» **Task directions**: Give back the full set of entries that follows, exactly as written.

Source information START

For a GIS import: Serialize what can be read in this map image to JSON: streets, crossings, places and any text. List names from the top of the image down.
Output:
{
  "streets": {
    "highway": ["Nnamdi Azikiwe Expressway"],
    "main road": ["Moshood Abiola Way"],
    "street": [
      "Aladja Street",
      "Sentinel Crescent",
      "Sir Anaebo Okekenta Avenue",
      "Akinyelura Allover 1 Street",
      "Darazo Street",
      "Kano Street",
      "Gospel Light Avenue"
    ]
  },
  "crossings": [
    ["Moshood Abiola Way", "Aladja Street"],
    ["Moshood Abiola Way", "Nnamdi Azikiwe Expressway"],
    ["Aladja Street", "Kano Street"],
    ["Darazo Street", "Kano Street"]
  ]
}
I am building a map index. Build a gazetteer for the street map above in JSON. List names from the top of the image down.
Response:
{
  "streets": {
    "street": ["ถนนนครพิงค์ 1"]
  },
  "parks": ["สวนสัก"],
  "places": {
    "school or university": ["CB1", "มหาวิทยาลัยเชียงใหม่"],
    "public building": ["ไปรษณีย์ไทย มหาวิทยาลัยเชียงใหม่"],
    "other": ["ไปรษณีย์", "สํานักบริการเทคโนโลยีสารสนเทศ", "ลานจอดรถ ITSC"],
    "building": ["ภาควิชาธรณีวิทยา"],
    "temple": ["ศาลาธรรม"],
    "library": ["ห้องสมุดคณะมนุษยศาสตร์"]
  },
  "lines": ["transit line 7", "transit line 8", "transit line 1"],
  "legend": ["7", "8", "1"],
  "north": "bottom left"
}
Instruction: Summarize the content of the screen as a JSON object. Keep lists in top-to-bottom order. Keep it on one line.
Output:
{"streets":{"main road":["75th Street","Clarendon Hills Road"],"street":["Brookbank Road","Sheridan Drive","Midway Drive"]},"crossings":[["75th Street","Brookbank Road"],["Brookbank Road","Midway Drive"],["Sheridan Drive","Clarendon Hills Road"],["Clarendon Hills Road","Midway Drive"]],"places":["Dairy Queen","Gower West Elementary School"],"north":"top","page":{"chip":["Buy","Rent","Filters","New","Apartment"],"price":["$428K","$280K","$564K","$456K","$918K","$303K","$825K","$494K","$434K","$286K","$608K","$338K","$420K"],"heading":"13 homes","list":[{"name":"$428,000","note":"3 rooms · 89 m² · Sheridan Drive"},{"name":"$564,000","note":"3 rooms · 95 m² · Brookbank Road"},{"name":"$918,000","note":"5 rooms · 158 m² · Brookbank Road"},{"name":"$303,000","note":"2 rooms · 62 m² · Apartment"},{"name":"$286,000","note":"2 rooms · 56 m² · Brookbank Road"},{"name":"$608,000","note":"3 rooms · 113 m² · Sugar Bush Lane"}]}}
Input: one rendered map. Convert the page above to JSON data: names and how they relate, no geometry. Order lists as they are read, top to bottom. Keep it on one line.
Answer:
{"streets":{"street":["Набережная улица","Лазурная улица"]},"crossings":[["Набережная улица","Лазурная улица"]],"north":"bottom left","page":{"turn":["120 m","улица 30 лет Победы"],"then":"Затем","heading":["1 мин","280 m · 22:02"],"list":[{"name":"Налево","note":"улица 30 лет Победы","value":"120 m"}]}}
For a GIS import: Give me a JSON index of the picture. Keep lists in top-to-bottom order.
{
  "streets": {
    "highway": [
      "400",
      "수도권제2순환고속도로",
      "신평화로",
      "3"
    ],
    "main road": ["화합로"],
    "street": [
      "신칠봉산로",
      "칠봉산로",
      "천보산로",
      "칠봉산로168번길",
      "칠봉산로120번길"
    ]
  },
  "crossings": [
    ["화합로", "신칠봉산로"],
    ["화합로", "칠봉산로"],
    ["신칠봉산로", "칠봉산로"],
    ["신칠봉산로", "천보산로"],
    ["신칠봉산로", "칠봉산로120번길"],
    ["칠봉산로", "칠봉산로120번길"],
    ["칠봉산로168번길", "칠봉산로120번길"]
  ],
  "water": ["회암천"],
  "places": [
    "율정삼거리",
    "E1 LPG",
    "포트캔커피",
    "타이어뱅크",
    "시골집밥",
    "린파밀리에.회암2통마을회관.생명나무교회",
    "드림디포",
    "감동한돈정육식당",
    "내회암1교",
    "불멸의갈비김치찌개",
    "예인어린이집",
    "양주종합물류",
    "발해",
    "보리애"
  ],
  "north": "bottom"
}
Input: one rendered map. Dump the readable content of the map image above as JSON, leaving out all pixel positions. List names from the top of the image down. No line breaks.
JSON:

Source information END

» **Output of the exercise**:
For a GIS import: Serialize what can be read in this map image to JSON: streets, crossings, places and any text. List names from the top of the image down.
Output:
{
  "streets": {
    "highway": ["Nnamdi Azikiwe Expressway"],
    "main road": ["Moshood Abiola Way"],
    "street": [
      "Aladja Street",
      "Sentinel Crescent",
      "Sir Anaebo Okekenta Avenue",
      "Akinyelura Allover 1 Street",
      "Darazo Street",
      "Kano Street",
      "Gospel Light Avenue"
    ]
  },
  "crossings": [
    ["Moshood Abiola Way", "Aladja Street"],
    ["Moshood Abiola Way", "Nnamdi Azikiwe Expressway"],
    ["Aladja Street", "Kano Street"],
    ["Darazo Street", "Kano Street"]
  ]
}
I am building a map index. Build a gazetteer for the street map above in JSON. List names from the top of the image down.
Response:
{
  "streets": {
    "street": ["ถนนนครพิงค์ 1"]
  },
  "parks": ["สวนสัก"],
  "places": {
    "school or university": ["CB1", "มหาวิทยาลัยเชียงใหม่"],
    "public building": ["ไปรษณีย์ไทย มหาวิทยาลัยเชียงใหม่"],
    "other": ["ไปรษณีย์", "สํานักบริการเทคโนโลยีสารสนเทศ", "ลานจอดรถ ITSC"],
    "building": ["ภาควิชาธรณีวิทยา"],
    "temple": ["ศาลาธรรม"],
    "library": ["ห้องสมุดคณะมนุษยศาสตร์"]
  },
  "lines": ["transit line 7", "transit line 8", "transit line 1"],
  "legend": ["7", "8", "1"],
  "north": "bottom left"
}
Instruction: Summarize the content of the screen as a JSON object. Keep lists in top-to-bottom order. Keep it on one line.
Output:
{"streets":{"main road":["75th Street","Clarendon Hills Road"],"street":["Brookbank Road","Sheridan Drive","Midway Drive"]},"crossings":[["75th Street","Brookbank Road"],["Brookbank Road","Midway Drive"],["Sheridan Drive","Clarendon Hills Road"],["Clarendon Hills Road","Midway Drive"]],"places":["Dairy Queen","Gower West Elementary School"],"north":"top","page":{"chip":["Buy","Rent","Filters","New","Apartment"],"price":["$428K","$280K","$564K","$456K","$918K","$303K","$825K","$494K","$434K","$286K","$608K","$338K","$420K"],"heading":"13 homes","list":[{"name":"$428,000","note":"3 rooms · 89 m² · Sheridan Drive"},{"name":"$564,000","note":"3 rooms · 95 m² · Brookbank Road"},{"name":"$918,000","note":"5 rooms · 158 m² · Brookbank Road"},{"name":"$303,000","note":"2 rooms · 62 m² · Apartment"},{"name":"$286,000","note":"2 rooms · 56 m² · Brookbank Road"},{"name":"$608,000","note":"3 rooms · 113 m² · Sugar Bush Lane"}]}}
Input: one rendered map. Convert the page above to JSON data: names and how they relate, no geometry. Order lists as they are read, top to bottom. Keep it on one line.
Answer:
{"streets":{"street":["Набережная улица","Лазурная улица"]},"crossings":[["Набережная улица","Лазурная улица"]],"north":"bottom left","page":{"turn":["120 m","улица 30 лет Победы"],"then":"Затем","heading":["1 мин","280 m · 22:02"],"list":[{"name":"Налево","note":"улица 30 лет Победы","value":"120 m"}]}}
For a GIS import: Give me a JSON index of the picture. Keep lists in top-to-bottom order.
{
  "streets": {
    "highway": [
      "400",
      "수도권제2순환고속도로",
      "신평화로",
      "3"
    ],
    "main road": ["화합로"],
    "street": [
      "신칠봉산로",
      "칠봉산로",
      "천보산로",
      "칠봉산로168번길",
      "칠봉산로120번길"
    ]
  },
  "crossings": [
    ["화합로", "신칠봉산로"],
    ["화합로", "칠봉산로"],
    ["신칠봉산로", "칠봉산로"],
    ["신칠봉산로", "천보산로"],
    ["신칠봉산로", "칠봉산로120번길"],
    ["칠봉산로", "칠봉산로120번길"],
    ["칠봉산로168번길", "칠봉산로120번길"]
  ],
  "water": ["회암천"],
  "places": [
    "율정삼거리",
    "E1 LPG",
    "포트캔커피",
    "타이어뱅크",
    "시골집밥",
    "린파밀리에.회암2통마을회관.생명나무교회",
    "드림디포",
    "감동한돈정육식당",
    "내회암1교",
    "불멸의갈비김치찌개",
    "예인어린이집",
    "양주종합물류",
    "발해",
    "보리애"
  ],
  "north": "bottom"
}
Input: one rendered map. Dump the readable content of the map image above as JSON, leaving out all pixel positions. List names from the top of the image down. No line breaks.
JSON:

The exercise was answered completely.